I also believe, though, that being the salt of the earth means choosing to act in ways similar to the rock salt.

We should bring flavor to life! We should make life taste better. We should melt the cold around us, bringing warmth and safety everywhere we go. And we should deter bitterness, making things sweeter wherever we find ourselves.

Paul writes a bit about this in 1 Corinthians--how we are to bring the light of Christ into the word--"not with lofty words or wisdom...but with a demonstration of the Spirit and of power."

I think he actually says it better, though, in Colossians:

"Pray that I may proclaim it clearly, as I should. Be wise in the way that you act toward outsiders; make the most of every opportunity. Let your conversations be always full of grace, seasoned with salt, so that you may know how to answer everyone."

"Let your conversations be always full of grace, seasoned with salt...."

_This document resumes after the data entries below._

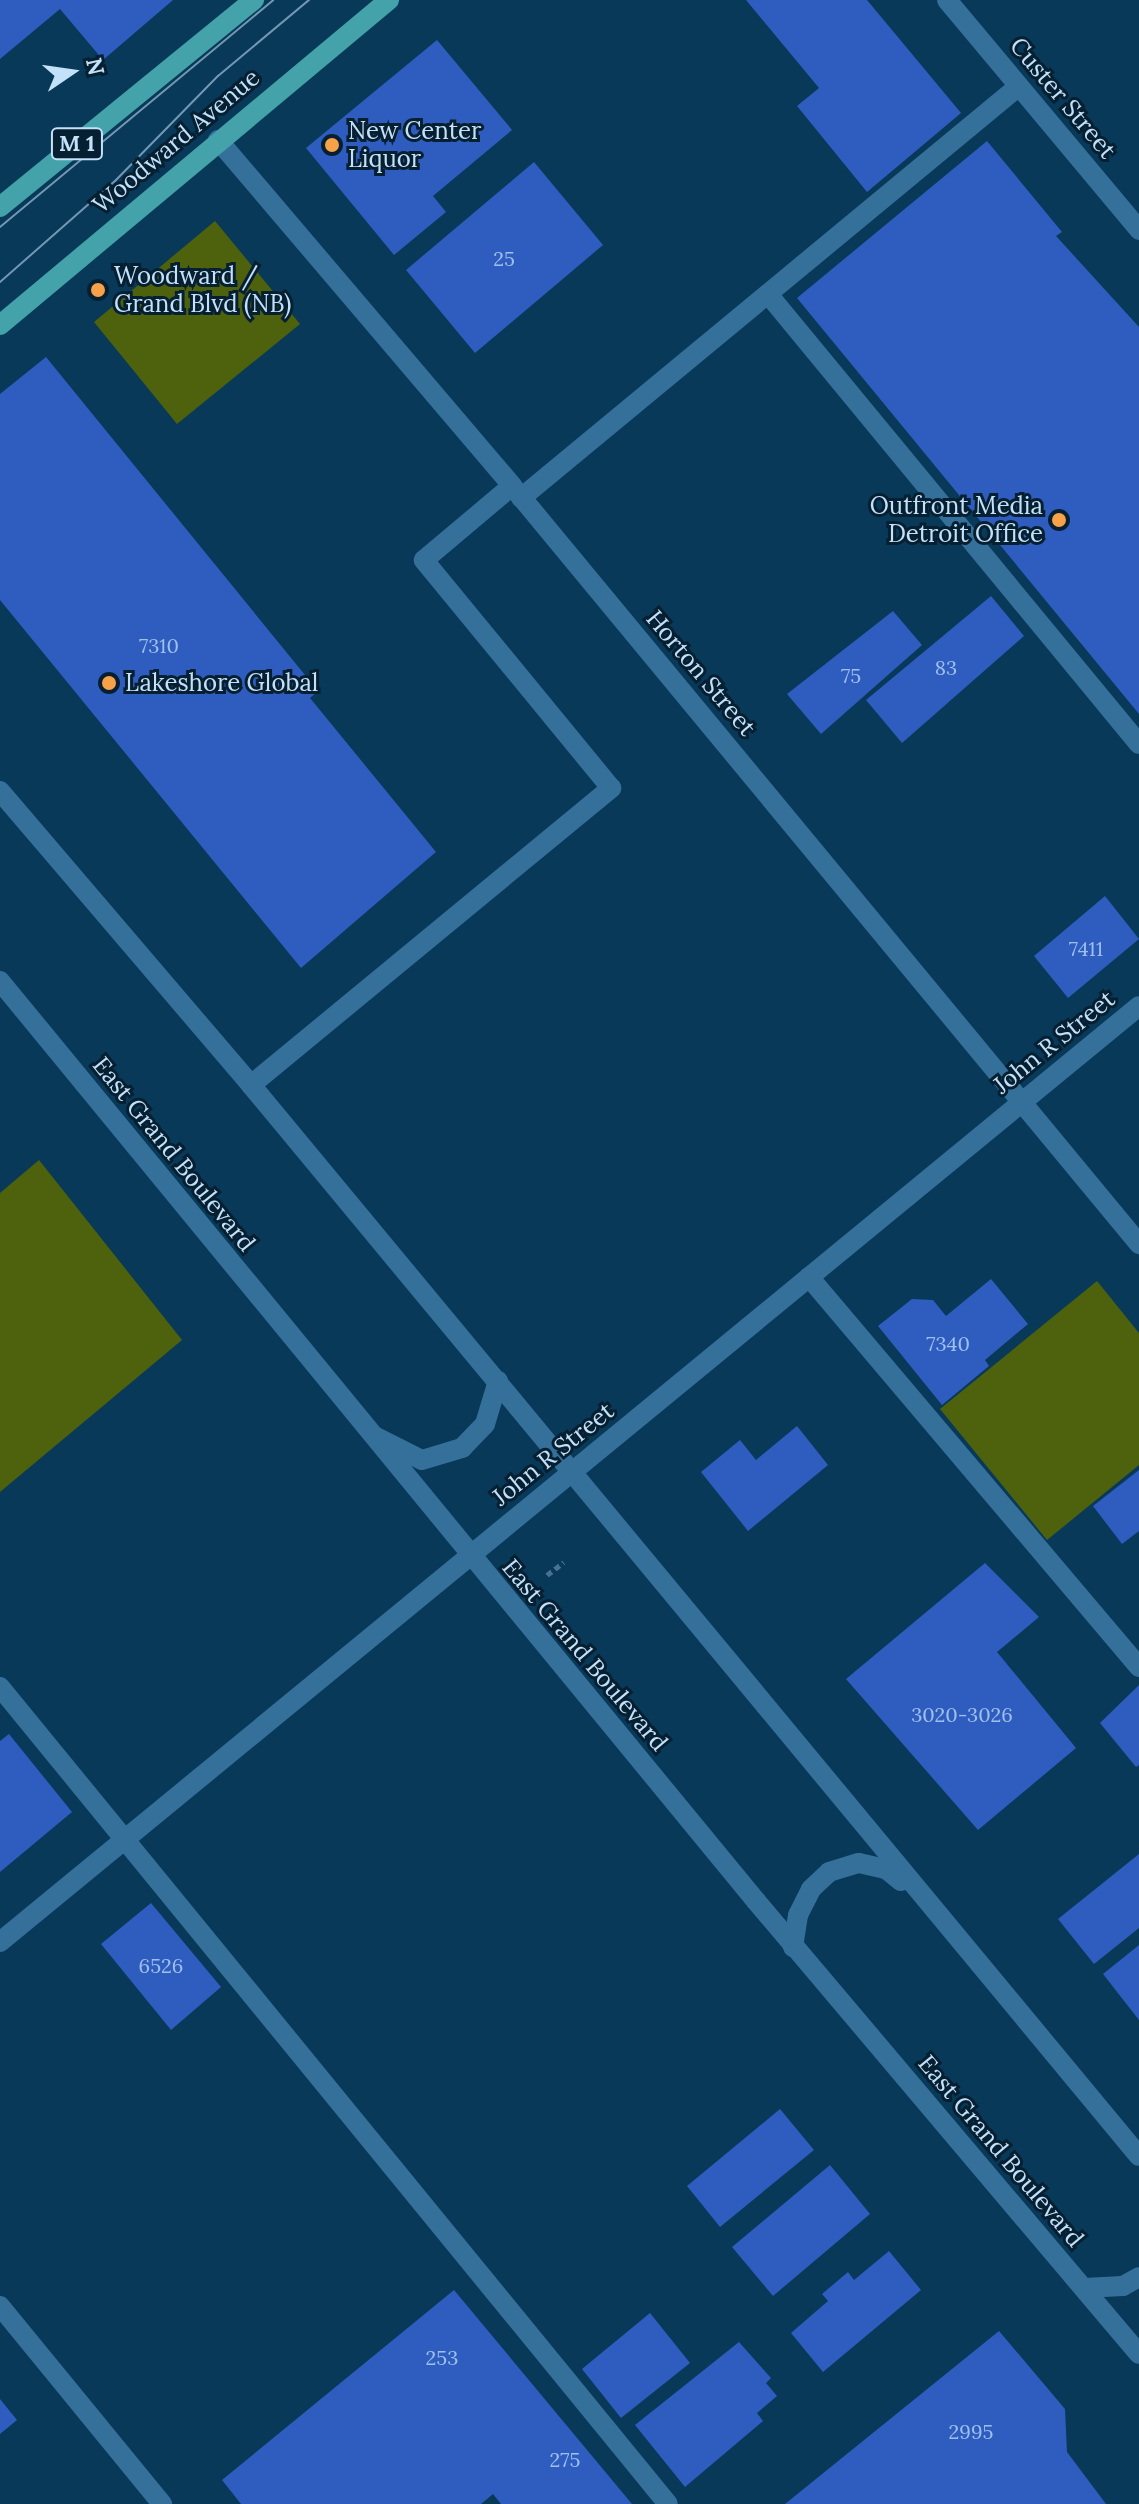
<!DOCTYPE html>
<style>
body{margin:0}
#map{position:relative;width:1139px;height:2504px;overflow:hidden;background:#083958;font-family:Lora,serif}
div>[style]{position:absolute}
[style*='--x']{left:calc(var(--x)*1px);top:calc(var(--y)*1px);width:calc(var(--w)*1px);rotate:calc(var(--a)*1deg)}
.green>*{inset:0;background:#4e620d}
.building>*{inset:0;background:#2f5dbf}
.path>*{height:5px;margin-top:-2.5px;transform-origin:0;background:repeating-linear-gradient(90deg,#47728f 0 6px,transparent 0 10px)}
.lane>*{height:20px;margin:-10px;padding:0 10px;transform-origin:10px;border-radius:10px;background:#35709b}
.street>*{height:20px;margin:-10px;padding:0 10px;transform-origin:10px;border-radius:10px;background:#35709b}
.secondary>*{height:20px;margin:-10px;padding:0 10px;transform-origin:10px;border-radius:10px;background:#35709b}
.primary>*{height:20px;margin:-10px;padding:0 10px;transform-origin:10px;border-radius:10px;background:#43a2aa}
.tram>*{height:2px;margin:-1px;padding:0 1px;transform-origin:1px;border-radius:1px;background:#7398b4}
.dots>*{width:22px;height:22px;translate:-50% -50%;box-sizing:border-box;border:4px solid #061f31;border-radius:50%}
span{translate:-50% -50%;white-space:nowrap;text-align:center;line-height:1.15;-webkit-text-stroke:6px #061f31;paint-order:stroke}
.number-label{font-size:20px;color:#9fc0eb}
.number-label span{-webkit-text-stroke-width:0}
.shield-label span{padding:2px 6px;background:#061f31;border:2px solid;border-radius:6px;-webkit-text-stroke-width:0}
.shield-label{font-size:22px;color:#c4e1fa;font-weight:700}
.street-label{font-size:24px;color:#c4e1fa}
.poi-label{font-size:24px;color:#c4e1fa}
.left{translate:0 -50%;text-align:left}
.right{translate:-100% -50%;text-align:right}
.north{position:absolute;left:32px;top:32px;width:80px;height:80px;-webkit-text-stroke:6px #061f31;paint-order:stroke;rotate:77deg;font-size:22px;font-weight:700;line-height:32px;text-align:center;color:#c4e1fa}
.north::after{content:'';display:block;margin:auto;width:28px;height:36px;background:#c4e1fa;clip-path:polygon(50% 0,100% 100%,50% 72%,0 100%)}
</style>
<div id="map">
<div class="green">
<i style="clip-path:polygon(215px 221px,300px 324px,177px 424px,94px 322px)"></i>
<i style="clip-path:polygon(39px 1160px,182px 1340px,0 1492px,0 1193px)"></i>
<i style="clip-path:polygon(1097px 1281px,1139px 1333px,1139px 1465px,1047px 1540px,940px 1409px)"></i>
</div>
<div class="building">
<i style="clip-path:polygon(0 0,173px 0,103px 60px,60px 9px,0 59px)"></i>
<i style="clip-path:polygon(746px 0,867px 0,961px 113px,867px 192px,797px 106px,819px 88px)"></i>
<i style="clip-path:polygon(437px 40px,512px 130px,433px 196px,446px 212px,394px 255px,306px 148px)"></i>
<i style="clip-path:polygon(987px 141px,1062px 232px,1056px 236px,1139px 327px,1139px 714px,797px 298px)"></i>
<i style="clip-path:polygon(534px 162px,603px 245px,475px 353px,406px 270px)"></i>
<i style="clip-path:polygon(46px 357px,318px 691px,310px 698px,436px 852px,301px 968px,0 600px,0 394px)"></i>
<i style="clip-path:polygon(991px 596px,1024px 636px,902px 743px,866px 700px)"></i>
<i style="clip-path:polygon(893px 611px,922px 645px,821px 734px,787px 694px)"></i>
<i style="clip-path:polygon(1105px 896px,1139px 939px,1068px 998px,1034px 956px)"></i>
<i style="clip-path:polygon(991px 1279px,1028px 1324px,985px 1360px,989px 1366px,942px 1405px,878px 1326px,912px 1299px,933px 1300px,946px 1316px)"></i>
<i style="clip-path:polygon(797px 1426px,828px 1465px,748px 1531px,701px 1472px,740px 1440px,756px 1460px)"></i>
<i style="clip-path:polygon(1139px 1470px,1139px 1531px,1122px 1544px,1093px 1506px)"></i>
<i style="clip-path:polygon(985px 1563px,1039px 1617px,997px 1652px,1076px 1748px,978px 1830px,846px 1679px)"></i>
<i style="clip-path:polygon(1139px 1685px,1139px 1765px,1136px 1767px,1100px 1723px)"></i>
<i style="clip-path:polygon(9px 1734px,72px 1812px,0 1872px,0 1741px)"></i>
<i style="clip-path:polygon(1139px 1854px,1139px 1928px,1094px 1964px,1058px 1919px)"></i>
<i style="clip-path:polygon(151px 1903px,221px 1987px,171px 2030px,101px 1944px)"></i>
<i style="clip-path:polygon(1139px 1945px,1139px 2020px,1103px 1974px)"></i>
<i style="clip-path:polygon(780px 2109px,814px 2150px,720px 2227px,687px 2186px)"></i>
<i style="clip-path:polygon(830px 2165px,870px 2214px,773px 2296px,732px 2247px)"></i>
<i style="clip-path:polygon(889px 2251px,921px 2290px,823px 2372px,791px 2333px,828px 2301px,822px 2294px,848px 2272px,854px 2280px)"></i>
<i style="clip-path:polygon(454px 2290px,632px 2504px,501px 2504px,493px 2494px,481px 2504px,241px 2504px,222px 2480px)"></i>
<i style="clip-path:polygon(650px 2313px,690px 2363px,621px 2418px,582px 2369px)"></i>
<i style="clip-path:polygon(999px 2331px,1065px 2409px,1067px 2452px,1106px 2504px,785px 2504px)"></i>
<i style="clip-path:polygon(739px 2342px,771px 2378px,766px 2383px,777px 2396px,757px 2413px,763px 2421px,685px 2487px,635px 2425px)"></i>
<i style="clip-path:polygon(0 2399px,17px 2420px,0 2434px)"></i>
</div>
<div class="path">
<i style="--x:547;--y:1575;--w:21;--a:-37"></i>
</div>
<div class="lane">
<i style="--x:768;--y:294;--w:583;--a:50.5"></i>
<i style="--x:521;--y:498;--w:646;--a:-39.6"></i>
<i style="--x:251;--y:1085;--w:467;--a:-39.5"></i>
<i style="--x:611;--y:788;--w:295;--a:-129.4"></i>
<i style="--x:424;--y:560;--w:115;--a:-40.1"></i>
<i style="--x:809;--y:1277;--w:511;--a:49.76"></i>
<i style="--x:0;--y:1687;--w:1055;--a:50.73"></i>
</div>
<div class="street">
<i style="--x:947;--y:0;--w:300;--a:50.1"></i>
<i style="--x:218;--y:140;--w:454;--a:49.6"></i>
<i style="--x:512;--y:486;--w:984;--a:50.4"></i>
<i style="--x:0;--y:2306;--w:256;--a:50.7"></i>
</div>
<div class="secondary">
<i style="--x:0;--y:791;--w:387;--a:49.5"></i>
<i style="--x:251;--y:1085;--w:1391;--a:50.34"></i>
<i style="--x:0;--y:981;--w:1191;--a:50.59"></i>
<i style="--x:756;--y:1901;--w:593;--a:49.79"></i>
<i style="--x:376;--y:1437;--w:51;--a:26.6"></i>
<i style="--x:422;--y:1460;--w:42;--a:-16.7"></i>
<i style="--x:462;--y:1448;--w:33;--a:-46"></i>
<i style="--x:485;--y:1424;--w:45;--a:-73.2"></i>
<i style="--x:0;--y:1942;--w:1474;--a:-39.41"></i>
<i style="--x:793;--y:1947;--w:32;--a:-81"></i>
<i style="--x:798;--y:1915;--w:29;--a:-63"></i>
<i style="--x:811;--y:1889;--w:25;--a:-43"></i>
<i style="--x:829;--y:1872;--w:31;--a:-17"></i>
<i style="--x:859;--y:1863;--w:28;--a:13"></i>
<i style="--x:886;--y:1869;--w:19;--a:39"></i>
<i style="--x:1084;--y:2288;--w:39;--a:-3"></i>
<i style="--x:1123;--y:2286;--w:18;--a:-29"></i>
</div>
<div class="primary">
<i style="--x:0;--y:207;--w:328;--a:-39.2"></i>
<i style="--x:0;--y:325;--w:507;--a:-39.88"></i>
</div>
<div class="tram">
<i style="--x:0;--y:227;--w:355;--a:-39.7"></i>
<i style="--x:0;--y:282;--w:153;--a:-41.3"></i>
<i style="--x:115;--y:181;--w:147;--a:-45.6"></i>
<i style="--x:218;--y:76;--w:119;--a:-39.9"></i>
</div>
<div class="dots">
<i style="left:332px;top:145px;background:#f7a149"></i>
<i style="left:98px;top:290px;background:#f7a149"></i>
<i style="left:1059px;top:520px;background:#f7a149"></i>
<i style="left:109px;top:683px;background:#f7a149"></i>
</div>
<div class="number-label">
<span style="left:504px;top:258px">25</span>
<span style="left:159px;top:645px">7310</span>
<span style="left:946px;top:667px">83</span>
<span style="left:851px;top:675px">75</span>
<span style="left:1086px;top:948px">7411</span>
<span style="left:948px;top:1343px">7340</span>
<span style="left:962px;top:1714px">3020-3026</span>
<span style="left:161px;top:1965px">6526</span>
<span style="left:442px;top:2357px">253</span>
<span style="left:971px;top:2431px">2995</span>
<span style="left:565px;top:2459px">275</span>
</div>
<div class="shield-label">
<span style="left:77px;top:144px">M 1</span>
</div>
<div class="street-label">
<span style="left:1063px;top:98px;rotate:50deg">Custer Street</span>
<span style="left:176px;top:141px;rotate:-40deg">Woodward Avenue</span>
<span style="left:701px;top:673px;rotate:50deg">Horton Street</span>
<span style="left:1054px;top:1042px;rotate:-39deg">John R Street</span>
<span style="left:174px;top:1154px;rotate:51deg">East Grand Boulevard</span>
<span style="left:553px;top:1454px;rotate:-39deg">John R Street</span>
<span style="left:585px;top:1655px;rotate:50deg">East Grand Boulevard</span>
<span style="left:1001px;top:2151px;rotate:50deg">East Grand Boulevard</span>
</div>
<div class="poi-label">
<span class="left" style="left:348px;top:145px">New Center<br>Liquor</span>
<span class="left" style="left:114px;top:290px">Woodward /<br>Grand Blvd (NB)</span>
<span class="right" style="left:1043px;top:520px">Outfront Media<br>Detroit Office</span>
<span class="left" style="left:125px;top:683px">Lakeshore Global</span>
</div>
<div class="north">N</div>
</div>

Seasoning our words with grace is one way we can be salt and light to the world everyday.

When we choose to be salt and light--removing the yoke, the pointing finger, the speaking of evil; offering food to the hungry and satisfying the needs of the afflicted, seasoning our conversations with grace--the Lord promises to guide us continually, to satisfy our needs, and make our bones strong. we will be like a watered garden, like a spring of water, whose waters never fail.

Today, may you be salt and light to all your encounter, and may God meet your needs as you meet the needs of others.


Just for fun, as a practical application for being "salt of the earth," during the children's sermon, I had the kids hand out the salt caramels I'd spent the last two days making. SO! MUCH! FUN!